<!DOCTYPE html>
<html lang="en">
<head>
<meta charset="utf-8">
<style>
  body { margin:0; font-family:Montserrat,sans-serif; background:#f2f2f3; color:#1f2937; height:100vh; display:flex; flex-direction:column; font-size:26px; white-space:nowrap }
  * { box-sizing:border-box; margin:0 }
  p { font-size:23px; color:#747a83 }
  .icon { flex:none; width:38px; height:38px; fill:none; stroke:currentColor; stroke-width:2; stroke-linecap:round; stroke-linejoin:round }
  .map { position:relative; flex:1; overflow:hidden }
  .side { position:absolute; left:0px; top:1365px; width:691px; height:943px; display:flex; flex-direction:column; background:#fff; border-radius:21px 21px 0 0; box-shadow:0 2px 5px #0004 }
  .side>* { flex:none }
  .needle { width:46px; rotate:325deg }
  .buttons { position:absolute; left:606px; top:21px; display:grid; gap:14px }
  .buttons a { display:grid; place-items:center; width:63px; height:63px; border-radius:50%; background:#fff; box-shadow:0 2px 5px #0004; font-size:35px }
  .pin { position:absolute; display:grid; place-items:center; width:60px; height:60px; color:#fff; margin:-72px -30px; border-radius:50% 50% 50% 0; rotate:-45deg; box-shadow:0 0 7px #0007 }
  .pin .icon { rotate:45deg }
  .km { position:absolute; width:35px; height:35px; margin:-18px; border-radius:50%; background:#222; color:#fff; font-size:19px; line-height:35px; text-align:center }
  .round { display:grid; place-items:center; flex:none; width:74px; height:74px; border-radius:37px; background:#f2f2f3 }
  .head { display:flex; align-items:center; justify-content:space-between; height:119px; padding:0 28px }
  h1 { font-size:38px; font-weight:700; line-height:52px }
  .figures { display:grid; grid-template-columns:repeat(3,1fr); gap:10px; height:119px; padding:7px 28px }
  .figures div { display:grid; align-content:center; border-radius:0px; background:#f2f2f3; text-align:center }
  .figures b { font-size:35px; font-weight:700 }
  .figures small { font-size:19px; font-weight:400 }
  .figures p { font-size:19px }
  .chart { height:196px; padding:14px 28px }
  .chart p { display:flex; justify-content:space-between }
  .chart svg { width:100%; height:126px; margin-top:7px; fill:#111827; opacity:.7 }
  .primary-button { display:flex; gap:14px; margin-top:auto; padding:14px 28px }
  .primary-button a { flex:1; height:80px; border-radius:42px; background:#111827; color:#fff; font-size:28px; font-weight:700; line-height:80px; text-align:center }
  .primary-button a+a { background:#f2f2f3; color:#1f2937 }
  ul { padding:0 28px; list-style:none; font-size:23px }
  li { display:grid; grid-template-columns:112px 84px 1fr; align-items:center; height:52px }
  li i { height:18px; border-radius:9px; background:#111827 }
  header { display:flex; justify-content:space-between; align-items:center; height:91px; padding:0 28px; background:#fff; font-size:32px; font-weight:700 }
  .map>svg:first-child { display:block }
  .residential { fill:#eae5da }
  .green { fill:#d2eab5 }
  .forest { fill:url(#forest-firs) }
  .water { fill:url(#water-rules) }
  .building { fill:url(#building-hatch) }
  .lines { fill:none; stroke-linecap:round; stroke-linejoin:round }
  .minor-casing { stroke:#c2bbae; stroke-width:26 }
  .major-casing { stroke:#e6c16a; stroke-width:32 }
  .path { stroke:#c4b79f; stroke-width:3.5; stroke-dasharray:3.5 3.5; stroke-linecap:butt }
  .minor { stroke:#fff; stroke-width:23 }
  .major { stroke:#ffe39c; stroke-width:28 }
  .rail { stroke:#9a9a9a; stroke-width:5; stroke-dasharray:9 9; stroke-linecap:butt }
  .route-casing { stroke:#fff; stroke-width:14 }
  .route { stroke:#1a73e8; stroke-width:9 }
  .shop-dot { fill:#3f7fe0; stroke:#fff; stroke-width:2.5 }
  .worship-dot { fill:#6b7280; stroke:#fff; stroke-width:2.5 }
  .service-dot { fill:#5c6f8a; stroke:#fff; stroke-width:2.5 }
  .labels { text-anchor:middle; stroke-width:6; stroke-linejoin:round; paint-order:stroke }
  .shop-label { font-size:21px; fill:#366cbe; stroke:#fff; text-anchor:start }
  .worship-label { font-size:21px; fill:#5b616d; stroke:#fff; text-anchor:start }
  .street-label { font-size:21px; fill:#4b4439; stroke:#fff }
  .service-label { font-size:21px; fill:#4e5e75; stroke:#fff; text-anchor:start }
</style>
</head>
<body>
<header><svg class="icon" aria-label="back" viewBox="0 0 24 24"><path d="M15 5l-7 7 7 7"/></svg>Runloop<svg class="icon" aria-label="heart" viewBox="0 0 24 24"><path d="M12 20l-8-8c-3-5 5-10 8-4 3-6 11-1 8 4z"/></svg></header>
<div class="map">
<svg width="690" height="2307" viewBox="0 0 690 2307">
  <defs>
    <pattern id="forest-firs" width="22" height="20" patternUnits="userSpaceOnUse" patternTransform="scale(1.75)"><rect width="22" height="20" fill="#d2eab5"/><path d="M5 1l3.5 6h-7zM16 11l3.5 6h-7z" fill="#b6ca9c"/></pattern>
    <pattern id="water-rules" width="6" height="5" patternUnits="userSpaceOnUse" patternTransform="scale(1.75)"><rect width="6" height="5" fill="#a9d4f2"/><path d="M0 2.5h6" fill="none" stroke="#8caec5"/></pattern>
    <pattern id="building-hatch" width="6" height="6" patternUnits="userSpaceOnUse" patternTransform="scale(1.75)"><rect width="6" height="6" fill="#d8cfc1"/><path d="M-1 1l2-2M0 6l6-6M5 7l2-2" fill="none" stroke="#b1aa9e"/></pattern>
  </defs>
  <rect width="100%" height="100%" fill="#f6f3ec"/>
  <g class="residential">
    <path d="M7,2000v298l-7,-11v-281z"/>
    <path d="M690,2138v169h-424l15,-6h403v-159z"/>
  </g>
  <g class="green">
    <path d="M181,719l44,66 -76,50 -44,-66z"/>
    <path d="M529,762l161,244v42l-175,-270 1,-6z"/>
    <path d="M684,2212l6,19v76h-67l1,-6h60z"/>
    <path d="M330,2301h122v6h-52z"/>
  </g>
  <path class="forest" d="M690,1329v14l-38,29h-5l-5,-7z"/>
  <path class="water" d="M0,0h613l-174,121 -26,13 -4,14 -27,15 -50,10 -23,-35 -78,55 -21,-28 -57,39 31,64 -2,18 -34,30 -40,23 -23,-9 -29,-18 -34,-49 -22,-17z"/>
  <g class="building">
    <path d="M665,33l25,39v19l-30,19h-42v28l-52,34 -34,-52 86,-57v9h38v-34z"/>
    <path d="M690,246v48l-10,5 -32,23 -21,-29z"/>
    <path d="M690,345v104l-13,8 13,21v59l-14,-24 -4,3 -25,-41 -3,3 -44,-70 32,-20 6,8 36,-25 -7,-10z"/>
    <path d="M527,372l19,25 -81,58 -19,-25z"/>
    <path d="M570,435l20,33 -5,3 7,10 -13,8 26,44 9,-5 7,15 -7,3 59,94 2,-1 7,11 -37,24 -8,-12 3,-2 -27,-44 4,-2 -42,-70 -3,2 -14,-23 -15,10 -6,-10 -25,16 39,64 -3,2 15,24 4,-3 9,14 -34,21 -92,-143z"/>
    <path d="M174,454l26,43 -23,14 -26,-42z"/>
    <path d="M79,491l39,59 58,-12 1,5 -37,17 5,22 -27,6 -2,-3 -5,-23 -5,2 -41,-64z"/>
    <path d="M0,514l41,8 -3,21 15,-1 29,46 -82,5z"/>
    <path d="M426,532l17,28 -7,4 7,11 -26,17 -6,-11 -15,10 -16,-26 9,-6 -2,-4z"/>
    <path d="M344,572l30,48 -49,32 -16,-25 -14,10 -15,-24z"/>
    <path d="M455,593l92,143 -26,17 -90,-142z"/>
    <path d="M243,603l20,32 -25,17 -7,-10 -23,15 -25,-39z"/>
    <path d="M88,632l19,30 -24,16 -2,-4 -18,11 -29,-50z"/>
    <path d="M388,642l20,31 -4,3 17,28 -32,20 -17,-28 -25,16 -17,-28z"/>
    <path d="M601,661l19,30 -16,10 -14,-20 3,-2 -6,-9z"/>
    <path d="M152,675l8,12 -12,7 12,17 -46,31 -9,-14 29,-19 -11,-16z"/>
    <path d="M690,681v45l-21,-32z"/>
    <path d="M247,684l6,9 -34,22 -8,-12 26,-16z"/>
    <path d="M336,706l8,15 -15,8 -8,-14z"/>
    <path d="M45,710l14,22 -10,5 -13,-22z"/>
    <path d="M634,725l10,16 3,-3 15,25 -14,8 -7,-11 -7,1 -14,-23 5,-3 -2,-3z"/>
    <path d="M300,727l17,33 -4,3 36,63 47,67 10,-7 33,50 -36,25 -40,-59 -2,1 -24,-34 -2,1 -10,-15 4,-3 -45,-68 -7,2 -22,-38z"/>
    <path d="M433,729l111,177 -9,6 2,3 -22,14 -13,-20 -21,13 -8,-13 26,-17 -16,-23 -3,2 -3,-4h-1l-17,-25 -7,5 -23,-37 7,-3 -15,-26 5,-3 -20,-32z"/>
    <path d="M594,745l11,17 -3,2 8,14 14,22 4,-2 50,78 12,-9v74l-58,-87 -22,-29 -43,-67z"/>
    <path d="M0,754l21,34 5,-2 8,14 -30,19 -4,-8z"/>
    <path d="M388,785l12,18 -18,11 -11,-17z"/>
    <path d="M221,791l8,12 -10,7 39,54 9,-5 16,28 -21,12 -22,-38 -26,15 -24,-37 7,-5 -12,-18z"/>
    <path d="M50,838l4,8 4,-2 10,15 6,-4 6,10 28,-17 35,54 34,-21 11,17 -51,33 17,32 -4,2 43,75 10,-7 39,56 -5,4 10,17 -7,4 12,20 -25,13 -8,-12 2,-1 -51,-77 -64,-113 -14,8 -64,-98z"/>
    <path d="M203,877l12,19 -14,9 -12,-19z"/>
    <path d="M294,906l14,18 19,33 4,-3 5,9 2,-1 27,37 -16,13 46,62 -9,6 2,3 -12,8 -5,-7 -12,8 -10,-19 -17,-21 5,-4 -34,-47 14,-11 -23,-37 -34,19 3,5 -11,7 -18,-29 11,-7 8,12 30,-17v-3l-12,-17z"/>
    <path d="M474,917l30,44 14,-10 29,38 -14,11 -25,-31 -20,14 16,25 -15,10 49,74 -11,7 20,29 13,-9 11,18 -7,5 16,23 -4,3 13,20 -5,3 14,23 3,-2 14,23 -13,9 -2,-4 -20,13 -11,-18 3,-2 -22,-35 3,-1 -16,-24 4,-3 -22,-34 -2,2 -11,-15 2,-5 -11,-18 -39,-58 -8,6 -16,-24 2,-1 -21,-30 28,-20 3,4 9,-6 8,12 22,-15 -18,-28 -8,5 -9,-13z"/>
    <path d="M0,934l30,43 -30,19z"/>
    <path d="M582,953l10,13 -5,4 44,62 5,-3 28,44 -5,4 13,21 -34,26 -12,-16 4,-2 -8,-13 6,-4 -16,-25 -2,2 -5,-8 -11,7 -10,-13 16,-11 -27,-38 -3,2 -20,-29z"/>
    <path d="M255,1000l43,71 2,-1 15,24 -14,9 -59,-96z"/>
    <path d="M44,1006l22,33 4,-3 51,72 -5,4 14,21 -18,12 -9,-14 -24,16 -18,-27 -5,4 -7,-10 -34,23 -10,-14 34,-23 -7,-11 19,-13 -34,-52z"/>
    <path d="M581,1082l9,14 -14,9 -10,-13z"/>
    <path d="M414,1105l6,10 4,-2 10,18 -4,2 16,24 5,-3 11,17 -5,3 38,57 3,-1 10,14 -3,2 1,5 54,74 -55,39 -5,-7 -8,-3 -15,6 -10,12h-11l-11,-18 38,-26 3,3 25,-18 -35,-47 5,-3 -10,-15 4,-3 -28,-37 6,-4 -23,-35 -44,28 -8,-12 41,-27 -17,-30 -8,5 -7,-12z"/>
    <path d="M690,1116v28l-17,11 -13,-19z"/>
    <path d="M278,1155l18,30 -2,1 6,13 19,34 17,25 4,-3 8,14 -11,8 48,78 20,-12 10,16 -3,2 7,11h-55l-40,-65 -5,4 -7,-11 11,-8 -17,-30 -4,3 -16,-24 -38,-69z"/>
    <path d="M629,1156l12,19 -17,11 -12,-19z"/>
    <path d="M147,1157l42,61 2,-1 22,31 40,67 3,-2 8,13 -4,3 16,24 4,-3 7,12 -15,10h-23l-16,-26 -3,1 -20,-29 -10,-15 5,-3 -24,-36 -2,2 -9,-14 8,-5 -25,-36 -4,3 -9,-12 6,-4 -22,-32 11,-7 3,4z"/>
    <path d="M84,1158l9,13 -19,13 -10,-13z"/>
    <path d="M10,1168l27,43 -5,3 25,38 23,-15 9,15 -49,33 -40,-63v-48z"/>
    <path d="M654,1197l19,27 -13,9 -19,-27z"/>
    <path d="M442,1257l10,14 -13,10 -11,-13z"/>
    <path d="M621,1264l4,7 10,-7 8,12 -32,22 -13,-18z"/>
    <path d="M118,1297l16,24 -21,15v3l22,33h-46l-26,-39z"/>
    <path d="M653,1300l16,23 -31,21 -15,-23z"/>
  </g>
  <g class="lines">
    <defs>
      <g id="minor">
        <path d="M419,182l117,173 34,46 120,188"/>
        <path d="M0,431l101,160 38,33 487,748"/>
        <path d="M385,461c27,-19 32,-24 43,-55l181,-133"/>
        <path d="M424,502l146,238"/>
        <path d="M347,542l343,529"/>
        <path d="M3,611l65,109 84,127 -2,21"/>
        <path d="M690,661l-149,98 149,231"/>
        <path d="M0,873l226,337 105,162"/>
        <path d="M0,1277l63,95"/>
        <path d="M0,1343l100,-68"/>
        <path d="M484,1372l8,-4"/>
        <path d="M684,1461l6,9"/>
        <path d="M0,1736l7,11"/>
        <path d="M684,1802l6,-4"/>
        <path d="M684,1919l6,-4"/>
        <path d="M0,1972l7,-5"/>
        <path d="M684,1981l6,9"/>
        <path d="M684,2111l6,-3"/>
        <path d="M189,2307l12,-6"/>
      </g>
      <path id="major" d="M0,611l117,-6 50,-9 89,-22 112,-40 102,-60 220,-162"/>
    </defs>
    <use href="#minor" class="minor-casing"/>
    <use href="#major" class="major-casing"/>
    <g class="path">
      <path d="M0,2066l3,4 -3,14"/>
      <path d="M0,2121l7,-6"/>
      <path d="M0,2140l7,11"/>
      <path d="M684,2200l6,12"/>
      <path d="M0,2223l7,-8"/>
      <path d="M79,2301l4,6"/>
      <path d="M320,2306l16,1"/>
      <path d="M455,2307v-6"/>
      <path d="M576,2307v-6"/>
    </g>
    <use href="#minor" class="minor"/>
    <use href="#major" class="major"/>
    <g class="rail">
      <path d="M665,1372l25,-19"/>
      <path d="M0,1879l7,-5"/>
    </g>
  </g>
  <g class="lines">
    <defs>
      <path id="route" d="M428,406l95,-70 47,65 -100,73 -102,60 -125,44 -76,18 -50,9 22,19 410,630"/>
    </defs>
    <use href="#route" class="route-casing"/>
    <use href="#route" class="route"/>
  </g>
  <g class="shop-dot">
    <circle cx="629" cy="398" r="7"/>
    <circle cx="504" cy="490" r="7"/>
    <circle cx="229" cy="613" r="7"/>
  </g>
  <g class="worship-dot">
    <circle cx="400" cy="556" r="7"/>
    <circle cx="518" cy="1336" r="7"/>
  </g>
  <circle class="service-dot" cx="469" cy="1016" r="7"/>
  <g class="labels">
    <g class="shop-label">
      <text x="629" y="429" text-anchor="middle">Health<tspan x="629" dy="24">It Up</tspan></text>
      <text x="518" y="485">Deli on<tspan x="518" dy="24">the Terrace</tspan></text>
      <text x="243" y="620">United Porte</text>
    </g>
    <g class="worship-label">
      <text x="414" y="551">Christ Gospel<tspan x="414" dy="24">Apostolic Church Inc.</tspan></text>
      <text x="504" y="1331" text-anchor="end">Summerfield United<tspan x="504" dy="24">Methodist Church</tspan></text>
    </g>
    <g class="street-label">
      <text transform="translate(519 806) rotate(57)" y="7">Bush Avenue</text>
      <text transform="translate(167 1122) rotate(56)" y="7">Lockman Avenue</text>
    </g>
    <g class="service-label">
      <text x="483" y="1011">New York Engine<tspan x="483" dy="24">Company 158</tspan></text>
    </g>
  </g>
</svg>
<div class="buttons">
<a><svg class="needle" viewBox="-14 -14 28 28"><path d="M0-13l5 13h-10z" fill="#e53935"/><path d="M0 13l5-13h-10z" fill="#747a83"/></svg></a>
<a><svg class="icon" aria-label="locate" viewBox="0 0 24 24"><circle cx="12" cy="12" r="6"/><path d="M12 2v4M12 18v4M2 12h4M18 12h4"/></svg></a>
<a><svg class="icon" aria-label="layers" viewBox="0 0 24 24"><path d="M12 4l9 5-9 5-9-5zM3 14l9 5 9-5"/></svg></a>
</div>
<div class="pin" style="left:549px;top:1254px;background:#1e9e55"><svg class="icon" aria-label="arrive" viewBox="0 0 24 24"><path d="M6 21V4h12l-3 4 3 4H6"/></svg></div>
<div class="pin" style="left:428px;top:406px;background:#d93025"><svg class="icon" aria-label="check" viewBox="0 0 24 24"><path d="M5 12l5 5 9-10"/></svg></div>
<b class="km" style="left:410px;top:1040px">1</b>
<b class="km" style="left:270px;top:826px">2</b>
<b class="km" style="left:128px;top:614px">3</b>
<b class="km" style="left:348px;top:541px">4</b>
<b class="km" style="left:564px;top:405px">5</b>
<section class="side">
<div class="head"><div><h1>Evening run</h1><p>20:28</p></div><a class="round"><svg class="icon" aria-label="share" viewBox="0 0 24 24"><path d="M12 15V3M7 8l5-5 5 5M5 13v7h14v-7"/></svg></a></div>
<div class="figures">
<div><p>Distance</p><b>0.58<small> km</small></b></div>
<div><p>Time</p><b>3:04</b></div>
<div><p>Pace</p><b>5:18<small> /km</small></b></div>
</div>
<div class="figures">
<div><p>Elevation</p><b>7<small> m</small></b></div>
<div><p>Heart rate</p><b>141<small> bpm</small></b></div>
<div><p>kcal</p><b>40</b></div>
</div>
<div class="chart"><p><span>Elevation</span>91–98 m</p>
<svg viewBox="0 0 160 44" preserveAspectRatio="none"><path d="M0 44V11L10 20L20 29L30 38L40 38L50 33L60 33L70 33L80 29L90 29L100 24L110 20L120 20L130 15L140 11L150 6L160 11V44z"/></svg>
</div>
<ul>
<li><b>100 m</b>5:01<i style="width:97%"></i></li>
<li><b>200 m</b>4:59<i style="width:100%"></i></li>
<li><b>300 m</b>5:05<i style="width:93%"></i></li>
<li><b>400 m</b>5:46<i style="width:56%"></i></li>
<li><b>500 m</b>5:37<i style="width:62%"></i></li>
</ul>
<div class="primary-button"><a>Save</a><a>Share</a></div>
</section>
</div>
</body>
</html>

====

■ Work request ■
Scan the material and collect every line that contains "Elevation".

■ Written solution ■
<div><p>Elevation</p><b>7<small> m</small></b></div>
<div class="chart"><p><span>Elevation</span>91–98 m</p>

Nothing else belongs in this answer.